Hexane extraction surpasses Expellers and screw presses as the most popular way of obtaining oil from soybeans in the USA.
The United States Food and Drug Administration (FDA, 1977) banned the use of trichloroethylene in food products because of its toxicity. Its use in cosmetic and drug products was also discontinued (Mertens, 1993).
Challenged by the German Federal Office for Occupational Safety and Health (BAUA) on behalf of ECHA (The European Chemical Agency) on the safety of these applications, the n-hexane european suppliers decided to stop consumer applications of their product rather than provide further safety information or studies
In 2023, the United States United States Environmental Protection Agency (EPA) determined that trichloroethylene presents a risk of injury to human health in various uses, including during manufacturing, processing, mixing, recycling, vapor degreasing, as a lubricant, adhesive, sealant, cleaning product, and spray. The EPA proposed to ban the manufacture (including import), processing, and distribution in commerce of TCE for all uses except R&D.
Note that despite numerous studies showing how toxic trichloroethylene is, it took almost 40 years before this practice was discontinued.
Today, regulations will develop faster
It should also be noted that while it took regulartory authorities 40 years to finally ban trichloroethylene, due to the vastly improved information sharing via the internet and high speed data processing, regulators are expected to move much more rapidly to impose increasingly strict restrictions on the use of hexane as an extraction solvent.

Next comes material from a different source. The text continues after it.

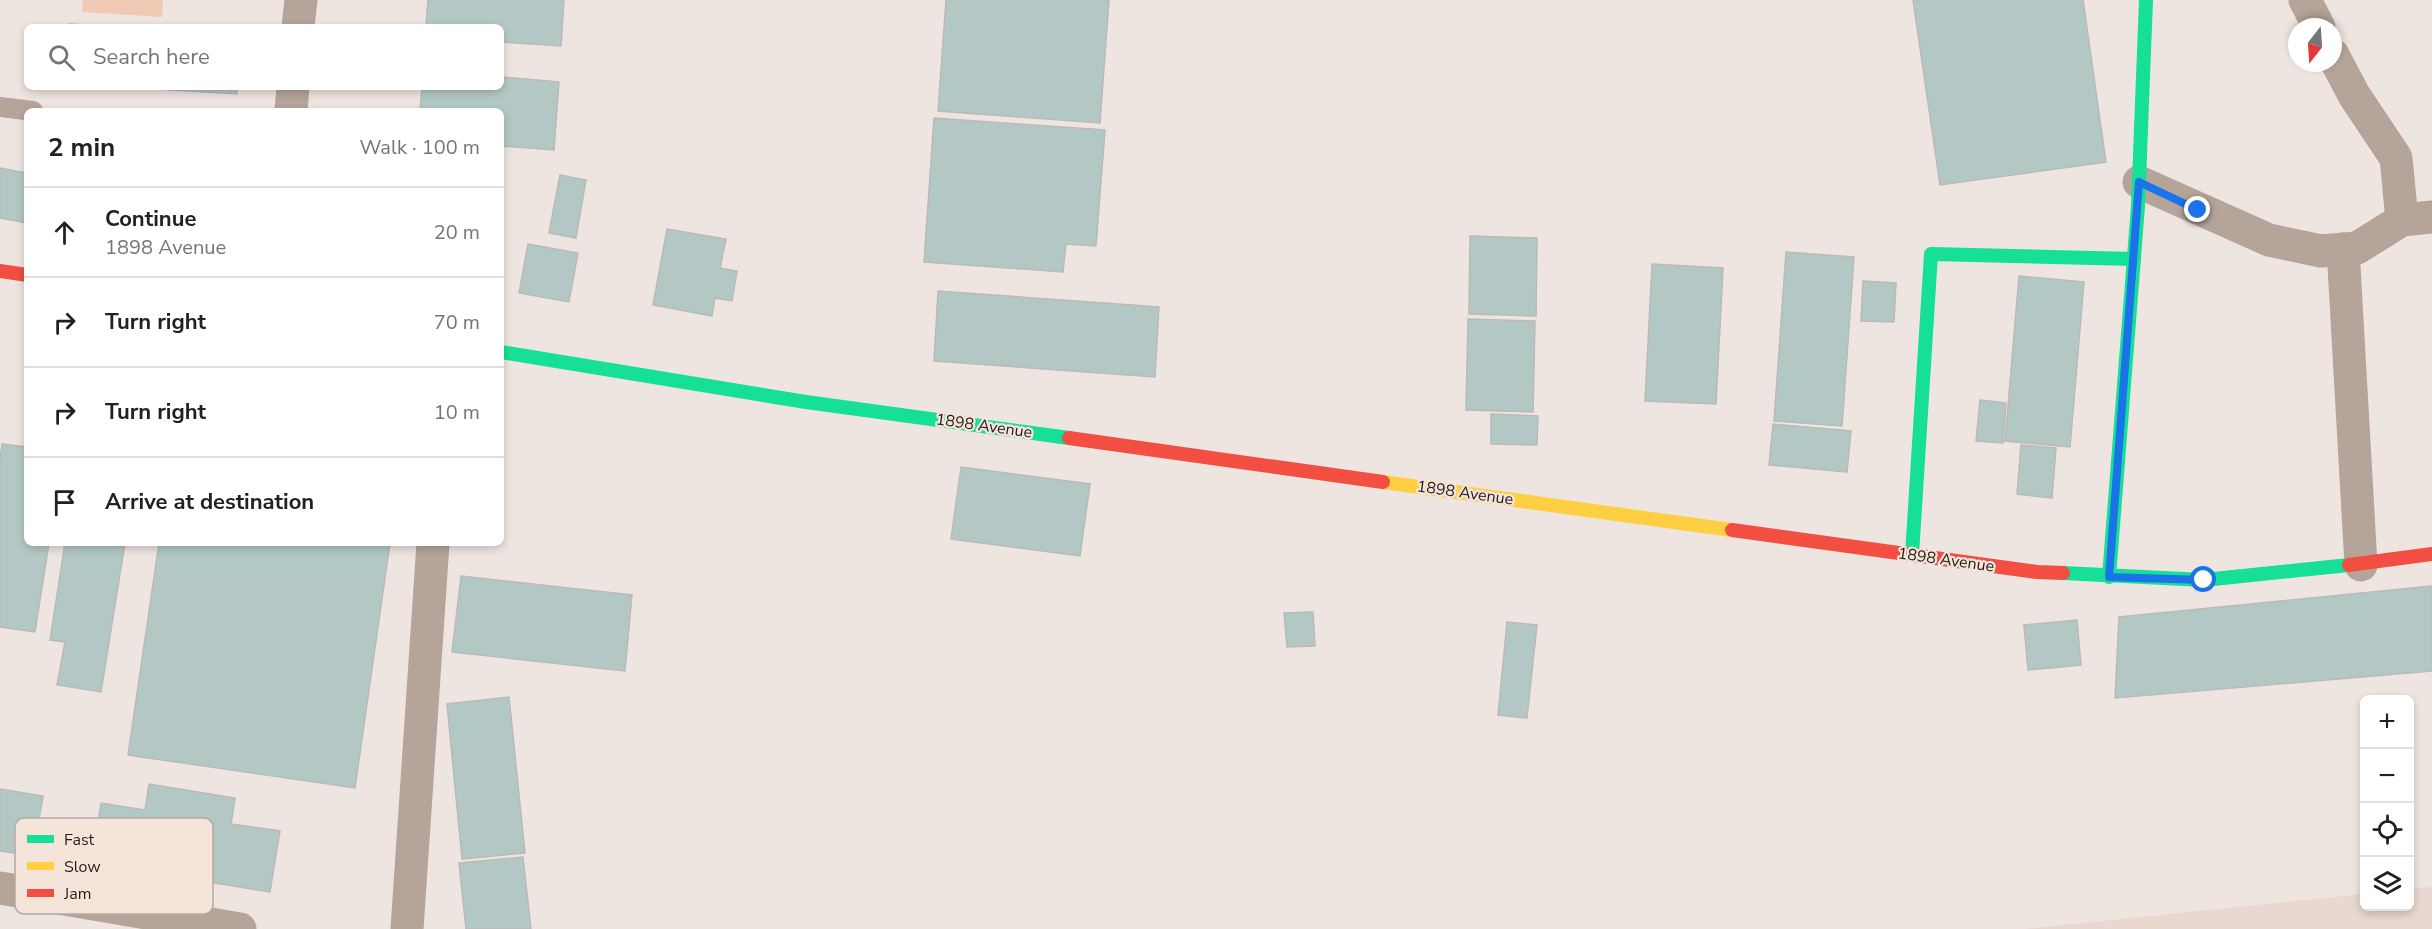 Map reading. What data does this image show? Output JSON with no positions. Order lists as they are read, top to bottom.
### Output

After extensive toxicological, technical testing and a positive opinion by EFSA in 2022, 2-methyloxolane (2-MeOx), a plant-based solvent was added to the European list of approved food grade solvents.
On September 4, 2024 , the European Food Safety Authority concluded that there is a need for a re-evaluation of the safety of the use of technical hexane as an extraction solvent in the production of foodstuffs and food ingredients.
Among the 22,500 chemicals available on the European market, 250 are classified as SVHC (substances of very high concern). These are the most toxic and widespread compounds that Europe aims to ban as a priority. n-Hexane is expected to be added soon to the list already including benzene, lead, PFOA, PFOS, bisphenol A, bisphenol S, trichloroethylene, and cadmium.